Wildlands and Woodlands Stewardship Science is a forest and farmland monitoring research initiative specifically designed for the landowner of New England. The W&W Stewardship Science Manual and associated resources, provide a step-by-step approach to monitoring vegetation that landowners can use to track changes in their forests, fields, or shrublands over time. This program also connects people throughout the region through a “citizen-science” forest monitoring program effort that helps us understand New England’s changing vegetation.

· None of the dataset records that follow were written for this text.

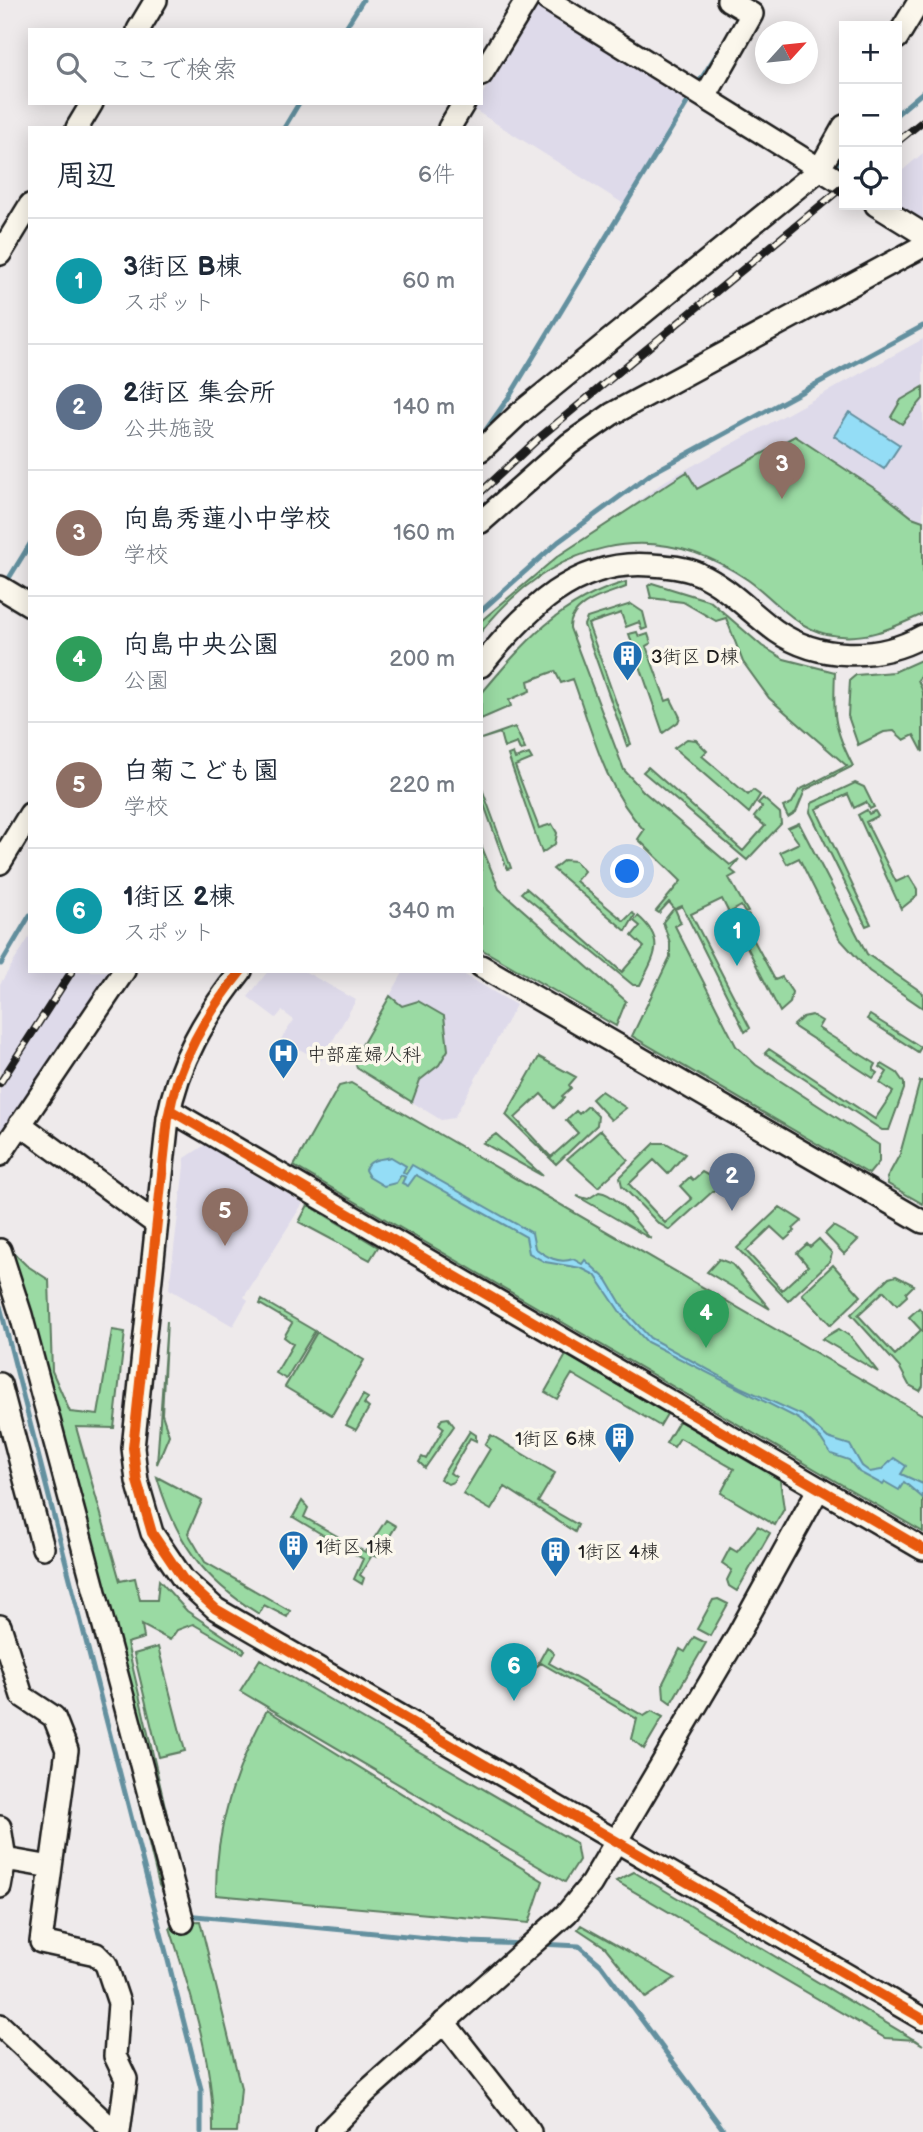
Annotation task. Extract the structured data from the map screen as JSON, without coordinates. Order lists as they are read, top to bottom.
{
  "places": {
    "building": [
      "3街区 D棟",
      "1街区 6棟",
      "1街区 1棟",
      "1街区 4棟"
    ],
    "hospital": ["中部産婦人科"]
  },
  "north": "top right",
  "page": {
    "map_buttons": ["+", "−"],
    "search": "ここで検索",
    "heading": ["周辺", "6件"],
    "list": [
      {
        "mark": "1",
        "name": "3街区 B棟",
        "note": "スポット",
        "value": "60 m"
      },
      {
        "mark": "2",
        "name": "2街区 集会所",
        "note": "公共施設",
        "value": "140 m"
      },
      {
        "mark": "3",
        "name": "向島秀蓮小中学校",
        "note": "学校",
        "value": "160 m"
      },
      {
        "mark": "4",
        "name": "向島中央公園",
        "note": "公園",
        "value": "200 m"
      },
      {
        "mark": "5",
        "name": "白菊こども園",
        "note": "学校",
        "value": "220 m"
      },
      {
        "mark": "6",
        "name": "1街区 2棟",
        "note": "スポット",
        "value": "340 m"
      }
    ],
    "pins": [
      "3",
      "1",
      "2",
      "5",
      "4",
      "6"
    ]
  }
}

Click on the image above to view the manual

Stewardship Science also connects people to a central database* so that they can be an integral part of a larger regional effort to understand our forests. Results from this “citizen-science” monitoring program can inform New England landowners about:

  1. Long-term changes in the composition, structure, and carbon storage of protected wildlands and woodlands
  2. Impacts and effectiveness of a variety of management objectives on forests and non-forest vegetation
  3. The response of forests to a range of natural disturbances

* The online database currently accepts only forest monitoring data.

Our Project Goals

  • Create a straightforward, user-friendly approach that will inspire a diversity of landowners (e.g., land trusts, conservation commissions, academic institutions, foresters, teachers) to engage in systematic data collection on conserved forestlands, farmlands, and other woodland vegetation.
  • Connect forest practitioners and conservation groups to a shared online database that can broaden understanding, inspire collaborations, and inform management decisions locally and across the region.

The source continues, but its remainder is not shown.